» Extracted material
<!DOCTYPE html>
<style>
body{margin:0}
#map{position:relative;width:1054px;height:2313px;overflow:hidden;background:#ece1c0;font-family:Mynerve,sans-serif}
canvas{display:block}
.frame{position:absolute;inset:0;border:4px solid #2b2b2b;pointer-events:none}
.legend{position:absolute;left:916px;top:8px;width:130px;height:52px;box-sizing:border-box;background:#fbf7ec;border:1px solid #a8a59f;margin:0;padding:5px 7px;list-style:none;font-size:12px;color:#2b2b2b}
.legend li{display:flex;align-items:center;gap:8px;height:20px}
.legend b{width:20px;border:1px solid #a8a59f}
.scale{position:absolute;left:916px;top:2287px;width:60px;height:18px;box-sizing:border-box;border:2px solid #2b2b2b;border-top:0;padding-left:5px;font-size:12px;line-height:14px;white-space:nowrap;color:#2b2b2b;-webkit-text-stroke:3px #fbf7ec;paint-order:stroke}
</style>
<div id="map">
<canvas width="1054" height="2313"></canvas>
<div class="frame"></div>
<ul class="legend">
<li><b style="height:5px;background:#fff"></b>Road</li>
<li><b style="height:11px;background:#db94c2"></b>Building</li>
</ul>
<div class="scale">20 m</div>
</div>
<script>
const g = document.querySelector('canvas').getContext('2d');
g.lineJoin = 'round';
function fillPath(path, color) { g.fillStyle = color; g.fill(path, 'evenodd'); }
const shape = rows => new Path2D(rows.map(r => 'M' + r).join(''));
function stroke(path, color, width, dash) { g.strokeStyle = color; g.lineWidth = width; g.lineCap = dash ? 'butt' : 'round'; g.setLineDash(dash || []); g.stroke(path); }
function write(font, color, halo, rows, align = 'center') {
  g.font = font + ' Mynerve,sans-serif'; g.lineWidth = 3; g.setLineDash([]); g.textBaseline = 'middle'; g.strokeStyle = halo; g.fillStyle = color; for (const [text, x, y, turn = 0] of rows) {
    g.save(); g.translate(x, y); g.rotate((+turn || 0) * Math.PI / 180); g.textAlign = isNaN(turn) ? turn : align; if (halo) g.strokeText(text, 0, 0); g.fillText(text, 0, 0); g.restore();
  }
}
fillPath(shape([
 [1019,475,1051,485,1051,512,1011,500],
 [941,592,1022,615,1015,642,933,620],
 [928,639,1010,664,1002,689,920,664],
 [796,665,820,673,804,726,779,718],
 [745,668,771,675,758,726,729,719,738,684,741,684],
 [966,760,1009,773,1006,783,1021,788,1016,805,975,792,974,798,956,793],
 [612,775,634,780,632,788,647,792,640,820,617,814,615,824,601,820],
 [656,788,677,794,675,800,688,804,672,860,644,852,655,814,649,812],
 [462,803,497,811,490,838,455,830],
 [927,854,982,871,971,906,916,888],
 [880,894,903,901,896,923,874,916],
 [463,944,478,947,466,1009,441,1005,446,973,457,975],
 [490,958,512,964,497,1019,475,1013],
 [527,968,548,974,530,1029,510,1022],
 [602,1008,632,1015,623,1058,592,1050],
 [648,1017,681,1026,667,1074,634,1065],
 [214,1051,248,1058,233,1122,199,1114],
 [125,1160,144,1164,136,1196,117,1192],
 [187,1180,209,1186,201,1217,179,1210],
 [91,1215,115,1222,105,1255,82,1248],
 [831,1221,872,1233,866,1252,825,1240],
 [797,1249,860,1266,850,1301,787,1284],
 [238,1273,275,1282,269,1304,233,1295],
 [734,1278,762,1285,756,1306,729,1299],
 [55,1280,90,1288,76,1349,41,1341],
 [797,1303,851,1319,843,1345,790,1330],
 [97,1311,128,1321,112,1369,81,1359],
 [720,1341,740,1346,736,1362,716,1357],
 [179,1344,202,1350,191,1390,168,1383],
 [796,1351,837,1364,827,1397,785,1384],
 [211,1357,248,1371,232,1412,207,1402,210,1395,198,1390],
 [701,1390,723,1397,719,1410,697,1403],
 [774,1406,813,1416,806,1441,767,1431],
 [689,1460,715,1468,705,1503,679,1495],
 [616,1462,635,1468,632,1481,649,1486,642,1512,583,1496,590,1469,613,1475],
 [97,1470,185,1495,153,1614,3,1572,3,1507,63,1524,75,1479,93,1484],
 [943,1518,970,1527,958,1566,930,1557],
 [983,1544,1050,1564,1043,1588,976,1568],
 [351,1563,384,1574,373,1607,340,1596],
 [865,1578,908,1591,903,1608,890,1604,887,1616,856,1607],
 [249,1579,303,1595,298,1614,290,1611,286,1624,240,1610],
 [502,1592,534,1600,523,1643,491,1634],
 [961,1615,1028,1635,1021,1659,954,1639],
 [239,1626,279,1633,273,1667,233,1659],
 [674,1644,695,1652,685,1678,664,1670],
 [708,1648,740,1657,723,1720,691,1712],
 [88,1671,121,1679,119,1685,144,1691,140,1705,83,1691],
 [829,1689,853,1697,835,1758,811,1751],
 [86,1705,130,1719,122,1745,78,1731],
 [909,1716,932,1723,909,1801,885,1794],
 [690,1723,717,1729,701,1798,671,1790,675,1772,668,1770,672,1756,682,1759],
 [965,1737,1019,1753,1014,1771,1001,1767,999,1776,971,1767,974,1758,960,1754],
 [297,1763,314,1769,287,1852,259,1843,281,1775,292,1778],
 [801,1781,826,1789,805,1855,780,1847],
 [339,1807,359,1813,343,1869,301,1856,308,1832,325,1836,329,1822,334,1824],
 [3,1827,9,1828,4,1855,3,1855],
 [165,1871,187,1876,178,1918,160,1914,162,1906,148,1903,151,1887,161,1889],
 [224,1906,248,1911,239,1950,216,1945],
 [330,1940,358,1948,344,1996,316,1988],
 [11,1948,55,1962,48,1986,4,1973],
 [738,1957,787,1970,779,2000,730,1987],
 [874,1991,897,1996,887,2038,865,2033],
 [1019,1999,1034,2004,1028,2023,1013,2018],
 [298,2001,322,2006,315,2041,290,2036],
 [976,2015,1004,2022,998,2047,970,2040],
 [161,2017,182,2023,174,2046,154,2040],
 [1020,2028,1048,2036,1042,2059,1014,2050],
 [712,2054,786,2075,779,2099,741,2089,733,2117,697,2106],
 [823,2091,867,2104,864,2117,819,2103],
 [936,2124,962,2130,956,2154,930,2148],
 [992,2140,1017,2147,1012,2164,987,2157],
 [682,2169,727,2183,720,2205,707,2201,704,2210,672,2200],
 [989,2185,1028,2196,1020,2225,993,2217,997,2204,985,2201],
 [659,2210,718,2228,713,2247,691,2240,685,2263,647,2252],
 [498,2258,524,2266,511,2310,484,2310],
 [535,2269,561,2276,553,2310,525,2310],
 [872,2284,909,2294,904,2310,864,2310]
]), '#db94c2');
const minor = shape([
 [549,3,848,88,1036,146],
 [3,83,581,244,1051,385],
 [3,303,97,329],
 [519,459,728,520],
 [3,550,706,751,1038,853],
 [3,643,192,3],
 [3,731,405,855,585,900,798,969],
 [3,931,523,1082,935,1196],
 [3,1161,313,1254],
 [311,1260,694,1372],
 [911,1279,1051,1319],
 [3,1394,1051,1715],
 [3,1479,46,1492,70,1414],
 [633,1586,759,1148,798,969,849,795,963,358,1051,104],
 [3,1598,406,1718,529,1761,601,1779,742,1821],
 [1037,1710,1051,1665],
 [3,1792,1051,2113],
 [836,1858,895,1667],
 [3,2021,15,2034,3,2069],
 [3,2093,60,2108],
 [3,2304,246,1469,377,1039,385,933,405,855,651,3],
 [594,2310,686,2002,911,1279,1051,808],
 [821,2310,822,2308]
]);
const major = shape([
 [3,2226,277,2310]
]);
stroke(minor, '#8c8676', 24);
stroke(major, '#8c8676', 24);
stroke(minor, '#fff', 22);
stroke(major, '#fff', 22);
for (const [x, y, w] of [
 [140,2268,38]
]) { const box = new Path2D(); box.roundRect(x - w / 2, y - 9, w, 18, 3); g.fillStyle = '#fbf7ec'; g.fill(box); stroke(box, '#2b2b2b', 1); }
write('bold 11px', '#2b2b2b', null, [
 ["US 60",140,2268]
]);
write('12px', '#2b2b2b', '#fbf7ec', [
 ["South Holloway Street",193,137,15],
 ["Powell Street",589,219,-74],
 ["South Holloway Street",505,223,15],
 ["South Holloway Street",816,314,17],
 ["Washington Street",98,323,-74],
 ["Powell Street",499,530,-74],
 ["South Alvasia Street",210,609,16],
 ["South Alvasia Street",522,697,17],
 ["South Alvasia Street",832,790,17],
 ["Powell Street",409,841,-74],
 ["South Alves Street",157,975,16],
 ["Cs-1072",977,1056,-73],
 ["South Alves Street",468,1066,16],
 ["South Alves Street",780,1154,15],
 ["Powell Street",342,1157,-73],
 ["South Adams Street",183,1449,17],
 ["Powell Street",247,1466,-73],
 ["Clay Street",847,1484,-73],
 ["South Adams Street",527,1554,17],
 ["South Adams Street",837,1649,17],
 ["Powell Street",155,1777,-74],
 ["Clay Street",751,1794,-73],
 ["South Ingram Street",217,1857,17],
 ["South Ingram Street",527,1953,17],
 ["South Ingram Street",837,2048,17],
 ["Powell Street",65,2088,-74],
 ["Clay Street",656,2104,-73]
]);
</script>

» Exercise brief
All that is needed is how many lines of the listing hold the word "strokeStyle", stated as one number.

» Completed task
2